*What to produce:* The answer is all of the data, repeated exactly.

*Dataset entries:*
+ + + +

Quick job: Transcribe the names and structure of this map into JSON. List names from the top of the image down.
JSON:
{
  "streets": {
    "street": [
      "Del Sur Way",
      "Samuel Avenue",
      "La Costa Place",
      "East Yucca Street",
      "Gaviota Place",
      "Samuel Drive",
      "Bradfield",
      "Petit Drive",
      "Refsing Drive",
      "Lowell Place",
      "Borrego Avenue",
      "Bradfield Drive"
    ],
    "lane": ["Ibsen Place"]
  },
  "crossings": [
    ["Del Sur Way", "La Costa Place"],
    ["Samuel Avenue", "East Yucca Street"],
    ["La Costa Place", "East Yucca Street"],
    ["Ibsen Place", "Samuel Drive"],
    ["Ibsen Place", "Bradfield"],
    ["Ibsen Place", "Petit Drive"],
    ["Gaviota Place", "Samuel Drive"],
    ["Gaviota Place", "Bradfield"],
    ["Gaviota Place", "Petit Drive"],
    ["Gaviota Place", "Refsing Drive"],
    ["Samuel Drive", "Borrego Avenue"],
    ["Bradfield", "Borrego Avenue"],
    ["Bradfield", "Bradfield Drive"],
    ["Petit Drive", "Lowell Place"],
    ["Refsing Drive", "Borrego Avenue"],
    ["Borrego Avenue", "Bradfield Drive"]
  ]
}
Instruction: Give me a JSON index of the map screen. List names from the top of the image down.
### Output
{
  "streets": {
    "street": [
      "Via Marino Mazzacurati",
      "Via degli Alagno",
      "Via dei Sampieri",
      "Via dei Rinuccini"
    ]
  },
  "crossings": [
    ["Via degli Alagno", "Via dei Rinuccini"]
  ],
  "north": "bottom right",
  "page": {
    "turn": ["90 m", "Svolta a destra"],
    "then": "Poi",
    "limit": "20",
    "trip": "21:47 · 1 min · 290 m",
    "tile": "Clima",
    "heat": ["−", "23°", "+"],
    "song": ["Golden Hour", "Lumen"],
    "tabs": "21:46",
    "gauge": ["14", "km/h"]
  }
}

+ + + +

*Exercise response:*
Quick job: Transcribe the names and structure of this map into JSON. List names from the top of the image down.
JSON:
{
  "streets": {
    "street": [
      "Del Sur Way",
      "Samuel Avenue",
      "La Costa Place",
      "East Yucca Street",
      "Gaviota Place",
      "Samuel Drive",
      "Bradfield",
      "Petit Drive",
      "Refsing Drive",
      "Lowell Place",
      "Borrego Avenue",
      "Bradfield Drive"
    ],
    "lane": ["Ibsen Place"]
  },
  "crossings": [
    ["Del Sur Way", "La Costa Place"],
    ["Samuel Avenue", "East Yucca Street"],
    ["La Costa Place", "East Yucca Street"],
    ["Ibsen Place", "Samuel Drive"],
    ["Ibsen Place", "Bradfield"],
    ["Ibsen Place", "Petit Drive"],
    ["Gaviota Place", "Samuel Drive"],
    ["Gaviota Place", "Bradfield"],
    ["Gaviota Place", "Petit Drive"],
    ["Gaviota Place", "Refsing Drive"],
    ["Samuel Drive", "Borrego Avenue"],
    ["Bradfield", "Borrego Avenue"],
    ["Bradfield", "Bradfield Drive"],
    ["Petit Drive", "Lowell Place"],
    ["Refsing Drive", "Borrego Avenue"],
    ["Borrego Avenue", "Bradfield Drive"]
  ]
}
Instruction: Give me a JSON index of the map screen. List names from the top of the image down.
### Output
{
  "streets": {
    "street": [
      "Via Marino Mazzacurati",
      "Via degli Alagno",
      "Via dei Sampieri",
      "Via dei Rinuccini"
    ]
  },
  "crossings": [
    ["Via degli Alagno", "Via dei Rinuccini"]
  ],
  "north": "bottom right",
  "page": {
    "turn": ["90 m", "Svolta a destra"],
    "then": "Poi",
    "limit": "20",
    "trip": "21:47 · 1 min · 290 m",
    "tile": "Clima",
    "heat": ["−", "23°", "+"],
    "song": ["Golden Hour", "Lumen"],
    "tabs": "21:46",
    "gauge": ["14", "km/h"]
  }
}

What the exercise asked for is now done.